In a regular quadrangular pyramid SABCD (S-vertex) M-midpoint of SA

In a regular quadrangular pyramid SABCD (S-vertex) M-midpoint of SA, K-midpoint of SC. Find the angle between planes BMK and ABC? AB = 6, SC = 8.

Let’s connect the points K, M and B. Since K and M are the middle of the lateral edges SC and SA, the triangles SVK and ABM are equal, and then the triangle BKM is isosceles.

Let’s draw the height BH of the triangle BKM, which is also its median. Since KM is the middle line of the ACS triangle, point H divides the SO height in half.

OH = SO / 2.

Let us determine the length of the AC diagonal.

AC ^ 2 = 2 * AB ^ 2 = 2 * 36.

AC = 6 * √2 cm.

Then AO = AC / 2 = 3 * √2 cm.

In a right-angled triangle AOS, according to the Pythagorean theorem, we determine the length of the leg SO.

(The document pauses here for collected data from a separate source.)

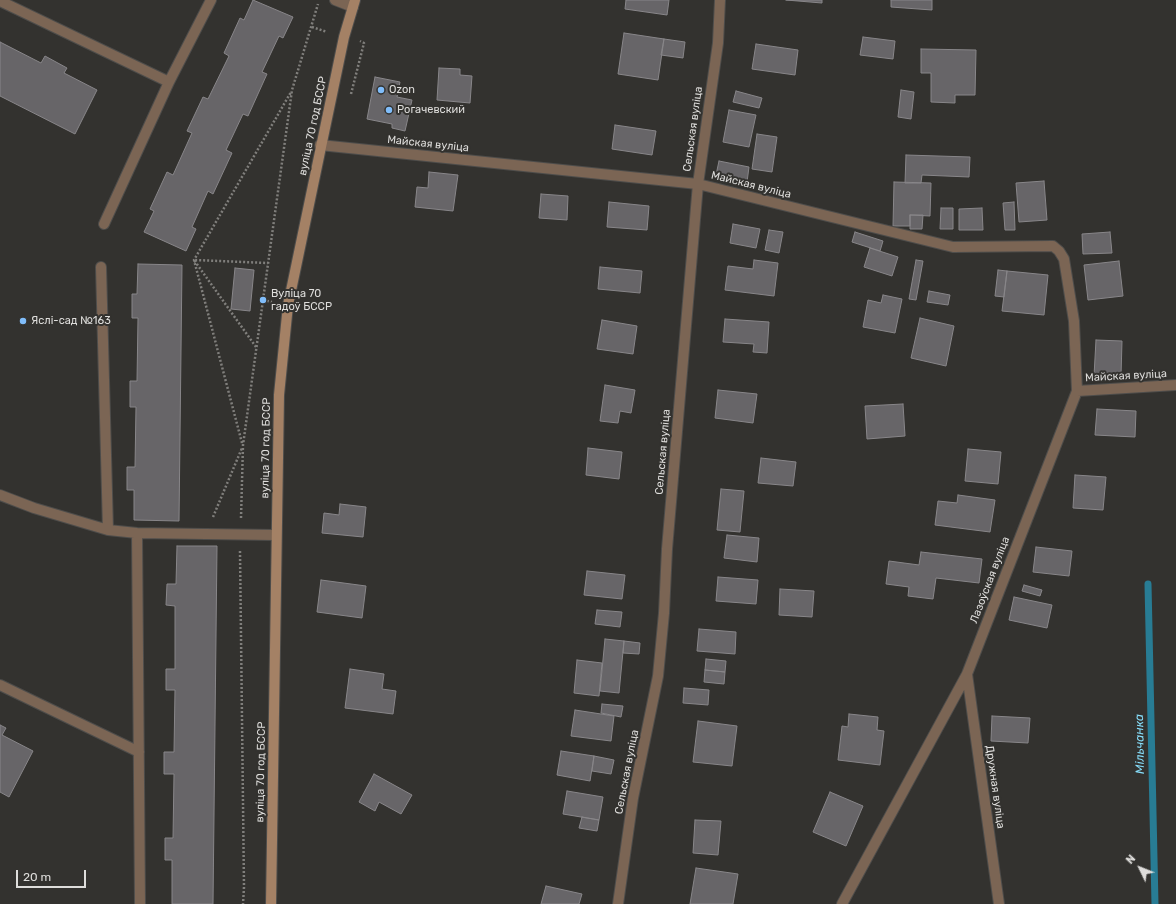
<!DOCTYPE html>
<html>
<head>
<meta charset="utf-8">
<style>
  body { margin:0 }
  #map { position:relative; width:1176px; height:904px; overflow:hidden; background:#33322f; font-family:Rubik,sans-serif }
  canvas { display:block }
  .north { position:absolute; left:1120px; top:848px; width:40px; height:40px; -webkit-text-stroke:3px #33322f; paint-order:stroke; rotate:313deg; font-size:11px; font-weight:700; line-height:16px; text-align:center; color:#dedddb }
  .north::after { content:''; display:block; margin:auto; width:14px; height:18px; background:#dedddb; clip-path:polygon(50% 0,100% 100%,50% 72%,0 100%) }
  .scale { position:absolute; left:16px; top:870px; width:70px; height:18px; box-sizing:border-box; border:2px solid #dedddb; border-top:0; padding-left:5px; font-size:12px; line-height:14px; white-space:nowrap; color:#dedddb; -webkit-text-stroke:3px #33322f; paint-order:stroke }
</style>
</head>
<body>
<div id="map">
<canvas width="1176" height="904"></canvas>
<div class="north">N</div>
<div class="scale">20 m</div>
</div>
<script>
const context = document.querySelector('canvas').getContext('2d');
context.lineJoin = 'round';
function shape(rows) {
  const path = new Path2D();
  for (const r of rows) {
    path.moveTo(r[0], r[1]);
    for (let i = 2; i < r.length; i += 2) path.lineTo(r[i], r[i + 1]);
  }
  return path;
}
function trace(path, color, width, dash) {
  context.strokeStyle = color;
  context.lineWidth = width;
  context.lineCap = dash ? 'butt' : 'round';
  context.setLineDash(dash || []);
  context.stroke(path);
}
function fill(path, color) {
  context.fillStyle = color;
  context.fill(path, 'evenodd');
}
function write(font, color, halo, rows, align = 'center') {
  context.font = font + ' Rubik,sans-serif';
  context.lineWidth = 4;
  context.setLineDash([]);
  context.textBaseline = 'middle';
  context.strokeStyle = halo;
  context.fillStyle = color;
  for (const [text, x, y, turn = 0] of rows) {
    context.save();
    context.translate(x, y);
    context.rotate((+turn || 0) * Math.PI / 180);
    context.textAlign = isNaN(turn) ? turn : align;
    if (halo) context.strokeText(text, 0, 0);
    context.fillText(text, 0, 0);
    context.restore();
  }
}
trace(shape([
  [1148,584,1155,904]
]), '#287c94', 7);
const building = shape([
  [253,0,293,17,283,38,279,36,262,72,267,74,248,116,243,114,226,150,232,153,213,194,208,191,192,227,196,229,186,251,144,232,154,211,150,209,167,172,173,175,192,133,187,131,203,97,208,99,229,56,224,53,240,18,244,20,253,0],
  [626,0,669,0,667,15,625,9,626,0],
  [786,0,822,0,822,3,786,0],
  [891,0,932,0,932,10,891,7,891,0],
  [624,33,664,39,658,80,618,74,624,33],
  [863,37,895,41,893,59,860,55,863,37],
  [664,39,685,42,683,58,661,55,664,39],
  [0,42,41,63,45,56,67,68,64,73,97,90,75,134,0,96,0,42],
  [756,44,798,50,795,75,752,69,756,44],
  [921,49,976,50,975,95,955,95,955,103,931,102,931,73,921,73,921,49],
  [439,68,460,69,460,75,472,76,470,103,437,100,439,68],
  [375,77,400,82,397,97,412,100,405,131,392,128,392,124,367,119,375,77],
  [901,90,914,92,911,119,898,117,901,90],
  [736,91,762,98,759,108,733,102,736,91],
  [729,110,756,115,749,147,723,142,729,110],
  [615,125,656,131,652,155,612,149,615,125],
  [757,134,777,137,772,172,752,169,757,134],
  [906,155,970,157,969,177,922,175,921,183,905,183,906,155],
  [719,161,749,167,747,182,716,175,719,161],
  [429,172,458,175,453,211,415,207,417,187,428,188,429,172],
  [1044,181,1047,220,1019,222,1016,183,1044,181],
  [894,182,931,183,930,216,910,215,910,226,893,226,894,182],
  [541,194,568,196,567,220,539,218,541,194],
  [609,202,649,206,647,230,607,227,609,202],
  [1014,202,1015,230,1005,230,1003,203,1014,202],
  [941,208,953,208,953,229,940,229,941,208],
  [982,208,983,230,959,230,959,209,982,208],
  [910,215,923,215,922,229,910,229,910,215],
  [733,224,760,229,756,248,730,243,733,224],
  [769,230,783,232,779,253,765,250,769,230],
  [855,232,883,241,880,251,852,242,855,232],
  [1110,232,1112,253,1083,254,1082,234,1110,232],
  [870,248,898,257,892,276,864,267,870,248],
  [754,260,778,263,774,296,725,290,728,266,753,269,754,260],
  [916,260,923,261,916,300,909,299,916,260],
  [1119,261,1123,296,1088,300,1084,265,1119,261],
  [138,264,182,265,179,521,134,520,134,490,127,490,127,467,135,467,136,407,130,407,130,381,137,381,138,318,132,318,132,294,137,294,138,264],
  [600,267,642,271,640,293,598,289,600,267],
  [235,268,254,270,250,311,231,309,235,268],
  [998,270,1007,271,1004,297,995,296,998,270],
  [1007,271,1048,275,1044,315,1002,311,1007,271],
  [929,291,950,295,948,305,927,302,929,291],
  [883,295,902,299,895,333,863,327,868,300,881,303,883,295],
  [920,318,954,326,946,366,911,358,920,318],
  [725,319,769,322,767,353,753,352,754,344,723,342,725,319],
  [602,320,637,326,633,354,597,349,602,320],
  [1096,340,1122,341,1121,376,1094,376,1096,340],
  [605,385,635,390,631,413,620,411,618,423,600,421,605,385],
  [718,390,757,394,753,423,715,418,718,390],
  [903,404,905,436,867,439,865,406,903,404],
  [1097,409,1136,411,1135,437,1095,435,1097,409],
  [588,448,622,452,619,479,586,475,588,448],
  [968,449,1001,452,998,484,965,481,968,449],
  [761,458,796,462,793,486,758,483,761,458],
  [1075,475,1106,477,1103,510,1073,508,1075,475],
  [721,489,744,491,740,532,717,530,721,489],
  [958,495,995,500,990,532,935,525,938,501,957,503,958,495],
  [340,504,366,507,363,537,322,533,324,513,339,515,340,504],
  [727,535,759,538,757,562,724,558,727,535],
  [177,546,217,546,213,904,172,904,172,860,165,860,165,838,173,838,174,774,164,774,164,752,174,752,175,690,166,690,166,669,175,669,175,606,166,605,167,584,176,584,177,546],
  [1036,547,1072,551,1069,576,1033,572,1036,547],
  [921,552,982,559,979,583,936,578,933,599,908,596,909,587,886,584,889,561,919,565,921,552],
  [587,571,625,575,622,599,584,595,587,571],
  [718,577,758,580,756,604,716,601,718,577],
  [321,580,366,586,362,618,317,612,321,580],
  [1024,585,1042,590,1040,596,1022,591,1024,585],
  [780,589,814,591,812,617,779,615,780,589],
  [1014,597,1052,605,1047,628,1009,620,1014,597],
  [597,610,622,612,620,627,595,624,597,610],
  [699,629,736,632,735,654,697,651,699,629],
  [605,639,624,641,619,693,600,691,605,639],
  [624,641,640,643,639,654,623,653,624,641],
  [706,659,726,661,725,672,705,670,706,659],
  [577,660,602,663,599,696,574,693,577,660],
  [350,669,384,674,382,689,396,691,393,714,345,708,350,669],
  [705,670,725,672,724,684,704,682,705,670],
  [684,688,709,690,708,705,683,703,684,688],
  [602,704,623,706,621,717,601,713,602,704],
  [575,710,614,716,611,741,571,736,575,710],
  [849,714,878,717,877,730,884,731,880,765,838,760,842,726,848,727,849,714],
  [992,716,1030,718,1028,743,991,741,992,716],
  [698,721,737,726,732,766,693,762,698,721],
  [0,725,6,728,2,735,33,751,9,797,0,792,0,725],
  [561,751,594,756,590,781,557,775,561,751],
  [594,756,614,760,611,774,592,771,594,756],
  [374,774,412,795,401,814,379,802,375,811,359,802,374,774],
  [567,791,603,797,599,820,563,814,567,791],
  [830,792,863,806,846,846,813,832,830,792],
  [582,817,599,820,597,831,579,828,582,817],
  [695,820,721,821,718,855,693,853,695,820],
  [696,868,738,874,733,904,690,904,696,868],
  [546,886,582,894,579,904,541,904,546,886]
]);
fill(building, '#676568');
trace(building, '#888689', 1);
const lane = shape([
  [335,0,353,7],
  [0,1,169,82],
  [104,224,169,82,211,0],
  [101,267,108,530],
  [0,495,34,508,108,530,137,533,275,535],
  [137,533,140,904],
  [0,685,139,752]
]);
const street = shape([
  [320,145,698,184,953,247,1053,246,1059,251,1064,259,1074,321,1077,391,967,674,842,904],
  [1077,391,1176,385],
  [967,674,999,904],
  [618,904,633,798,658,676,664,613,667,549,698,184,718,43,720,0]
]);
const secondary = shape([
  [271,904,279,395,288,305,344,37,355,0]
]);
trace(lane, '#4e4d4b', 12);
trace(street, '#4e4d4b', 12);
trace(secondary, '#4e4d4b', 12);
trace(shape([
  [312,27,327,32],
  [351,94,364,43,360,41],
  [263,300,272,302],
  [256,347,194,260,268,263],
  [242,443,194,260,291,92],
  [213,517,242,448],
  [241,518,243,445,292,90,318,4],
  [240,551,244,887,243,904]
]), '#807f7c', 2.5, [2, 2]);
trace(lane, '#7b6554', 10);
trace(street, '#7b6554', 10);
trace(secondary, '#a48165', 10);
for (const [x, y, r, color] of [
  [381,90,4,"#80bdfa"],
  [389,110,4,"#80bdfa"],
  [263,300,4,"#80bdfa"],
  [23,321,4,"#80bdfa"]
]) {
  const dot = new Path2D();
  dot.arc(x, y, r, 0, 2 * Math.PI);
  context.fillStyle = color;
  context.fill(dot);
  trace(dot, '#33322f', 1.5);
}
write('11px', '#dedddb', '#33322f', [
  ["Ozon",389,90],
  ["Рогачевский",397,110],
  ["Вуліца 70",271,294],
  ["гадоў БССР",271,307],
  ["Яслі-сад №163",31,321]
], 'left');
write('11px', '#dedddb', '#33322f', [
  ["вуліца 70 год БССР",313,126,-78],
  ["Сельская вуліца",693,129,-82],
  ["Майская вуліца",428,144,6],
  ["Майская вуліца",751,185,14],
  ["Майская вуліца",1126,376,-3],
  ["вуліца 70 год БССР",266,448,-89],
  ["Сельская вуліца",663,452,-85],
  ["Лазоўская вуліца",990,580,-69],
  ["вуліца 70 год БССР",261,772,-89],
  ["Сельская вуліца",627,772,-79],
  ["Дружная вуліца",995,787,82]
]);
write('italic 12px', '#87defb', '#33322f', [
  ["Мільчанка",1140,744,-91]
]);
</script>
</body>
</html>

SO ^ 2 = SA ^ 2 – AO ^ 2 = 64 – 18 = 46.

SO = √46.

Then HO = SO / 2 = √46 / 2 cm.

In a right-angled triangle, ОВН, ОВ = ОА = 3 / √2.

Then tgОВН = ОН / ОВ = (√46 / 2) / (3 / √2) = √46 * √2 / 6 = √92 / 6 = 2 * √23 / 6 = √23 / 3.

OVN angle = arctan (√23 / 3).

Answer: between planes BMK and ABC is equal to arctan (√23 / 3).